### TO DO
Spot each line in the data below containing "Doutor" and copy it.

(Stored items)
=====

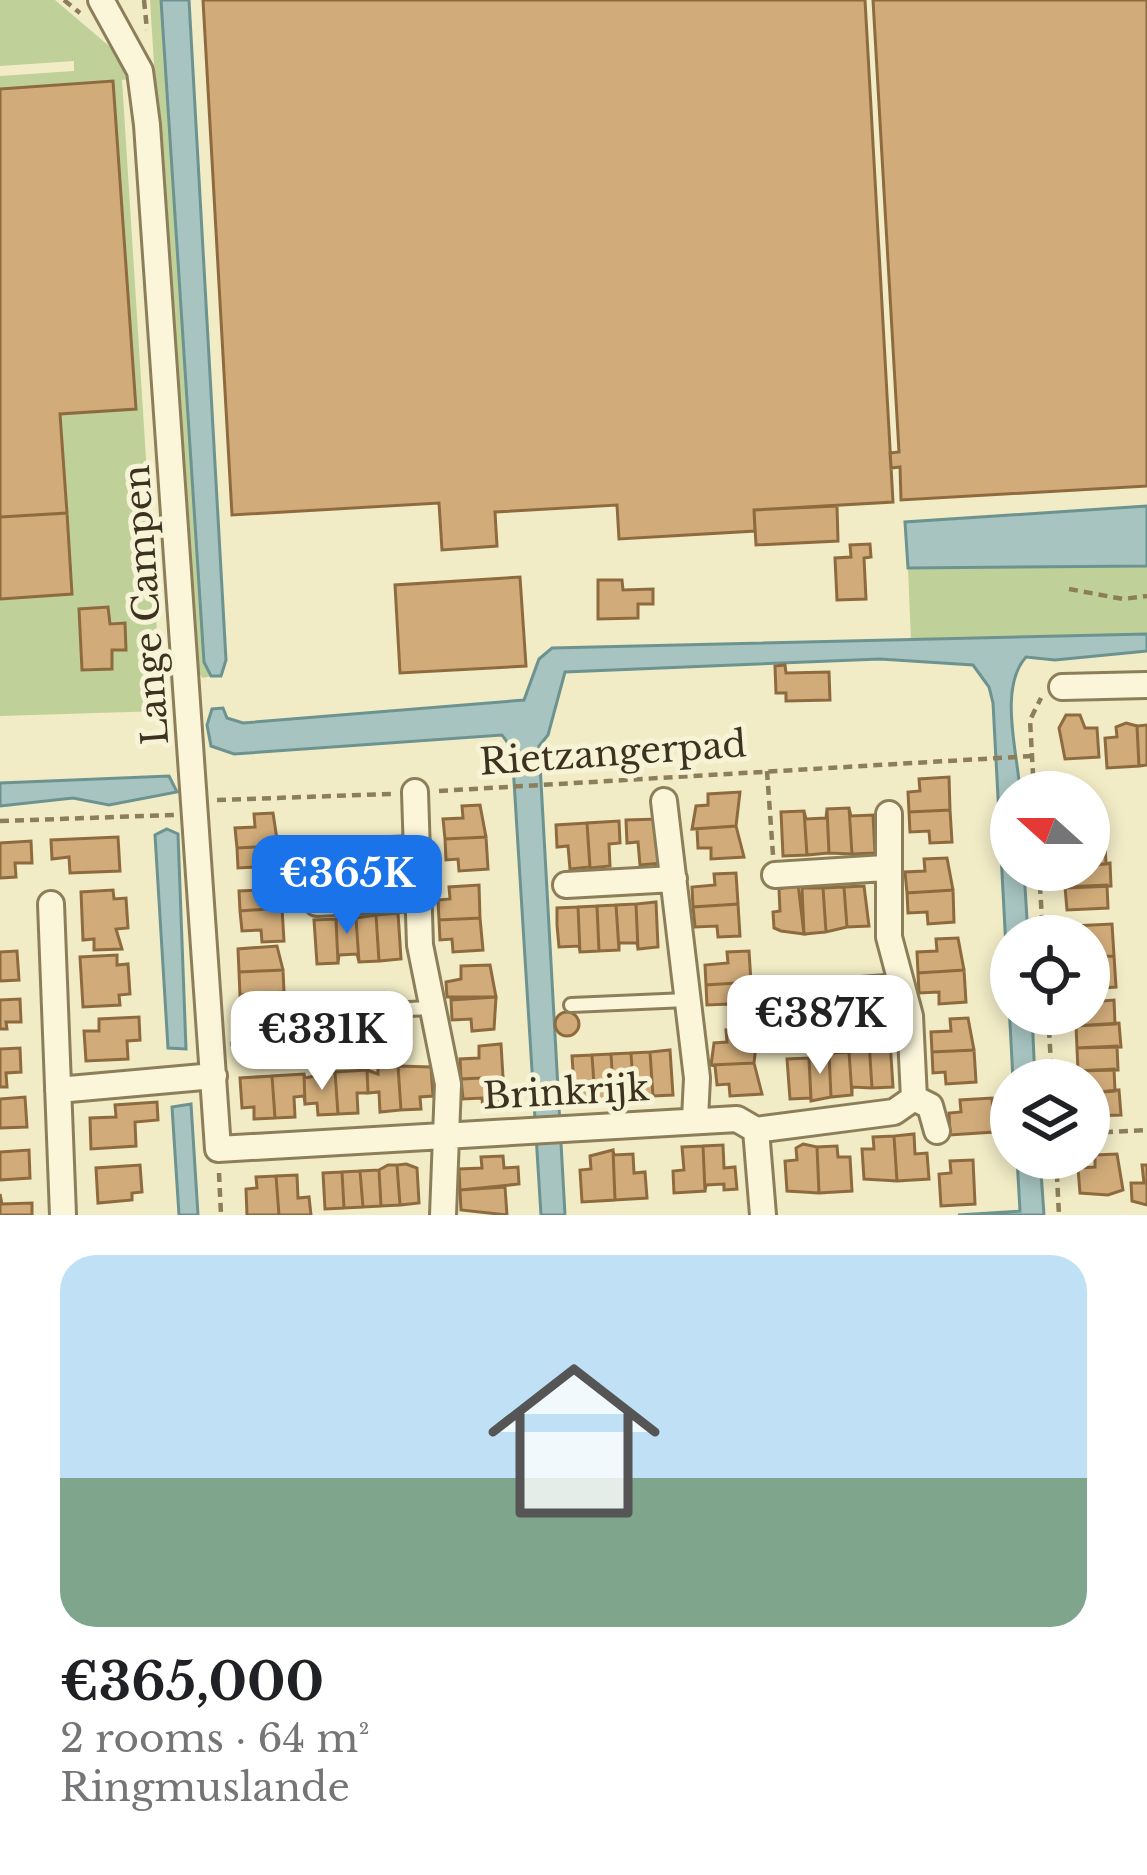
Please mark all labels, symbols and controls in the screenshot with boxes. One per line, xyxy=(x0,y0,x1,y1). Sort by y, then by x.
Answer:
street label: Lange Campen xyxy=(114,463,178,747)
street label: Rietzangerpad xyxy=(478,721,748,785)
north arrow xyxy=(990,771,1110,891)
map controls xyxy=(990,771,1110,1179)
pin: €365K xyxy=(263,835,431,937)
text: €365K xyxy=(279,849,415,898)
button: locate xyxy=(990,915,1110,1035)
pin: €387K xyxy=(736,975,904,1077)
text: €387K xyxy=(754,989,886,1038)
pin: €331K xyxy=(238,991,406,1093)
text: €331K xyxy=(258,1005,386,1054)
button: layers xyxy=(990,1059,1110,1179)
street label: Brinkrijk xyxy=(482,1065,650,1119)
icon: home xyxy=(466,1333,682,1549)
text: €365,000 xyxy=(60,1651,324,1714)
text: 2 rooms · 64 m² xyxy=(60,1714,370,1763)
text: Ringmuslande xyxy=(60,1763,350,1812)

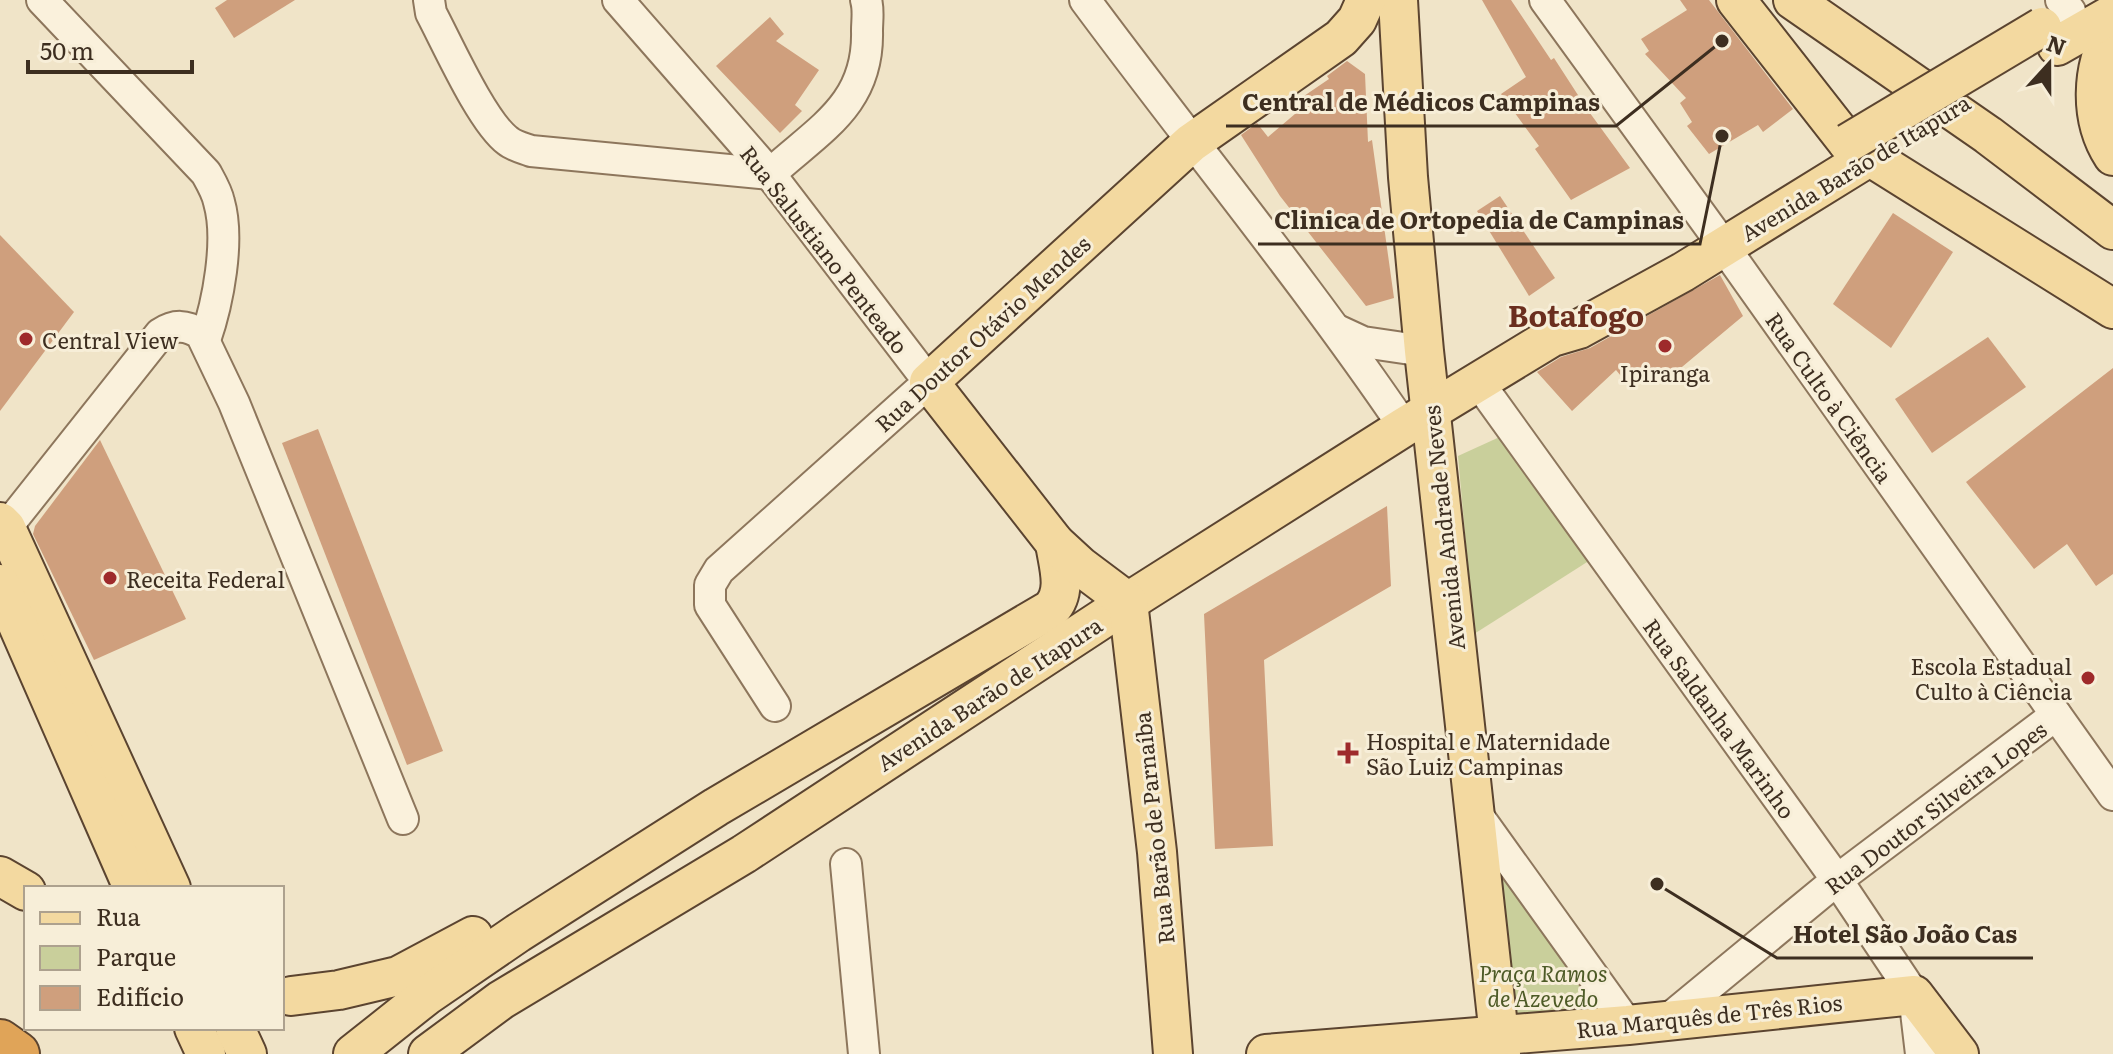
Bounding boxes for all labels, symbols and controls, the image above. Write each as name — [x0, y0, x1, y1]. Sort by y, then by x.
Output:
scale bar — [28, 24, 192, 74]
north arrow — [2009, 24, 2089, 104]
text: N — [2042, 25, 2071, 63]
text: 50 m — [40, 32, 94, 67]
callout: Central de Médicos Campinas — [1226, 78, 1616, 126]
text: Central de Médicos Campinas — [1242, 83, 1600, 118]
street label: Avenida Barão de Itapura — [1734, 85, 1976, 249]
street label: Rua Salustiano Penteado — [733, 138, 917, 360]
callout: Clinica de Ortopedia de Campinas — [1258, 196, 1700, 244]
text: Clinica de Ortopedia de Campinas — [1274, 201, 1684, 236]
street label: Rua Doutor Otávio Mendes — [867, 227, 1097, 439]
district label: Botafogo — [1508, 292, 1644, 336]
street label: Rua Culto à Ciência — [1759, 305, 1902, 489]
place label: Central View — [42, 323, 178, 356]
marker: Central View — [17, 330, 35, 348]
marker: Ipiranga — [1656, 337, 1674, 355]
place label: Ipiranga — [1620, 356, 1710, 389]
street label: Avenida Andrade Neves — [1414, 404, 1472, 652]
place label: Receita Federal — [126, 562, 285, 595]
marker: Receita Federal — [101, 569, 119, 587]
street label: Avenida Barão de Itapura — [870, 608, 1108, 778]
street label: Rua Saldanha Marinho — [1636, 611, 1804, 825]
place label: Escola Estadual Culto à Ciência — [1911, 649, 2072, 707]
marker: Escola Estadual Culto à Ciência — [2079, 669, 2097, 687]
street label: Rua Barão de Parnaíba — [1124, 710, 1182, 946]
street label: Rua Doutor Silveira Lopes — [1817, 712, 2053, 902]
place label: Hospital e Maternidade São Luiz Campinas — [1366, 724, 1610, 782]
marker: Hospital e Maternidade São Luiz Campinas — [1337, 742, 1359, 764]
legend — [24, 886, 284, 1030]
text: Rua — [96, 898, 141, 933]
callout: Hotel São João Cas — [1777, 910, 2033, 958]
text: Hotel São João Cas — [1793, 915, 2017, 950]
text: Parque — [96, 938, 176, 973]
park label: Praça Ramos de Azevedo — [1479, 956, 1607, 1014]
text: Edifício — [96, 978, 184, 1013]
street label: Rua Marquês de Três Rios — [1574, 985, 1844, 1045]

=====

### RESPONSE AREA
street label: Rua Doutor Otávio Mendes — [867, 227, 1097, 439]
street label: Rua Doutor Silveira Lopes — [1817, 712, 2053, 902]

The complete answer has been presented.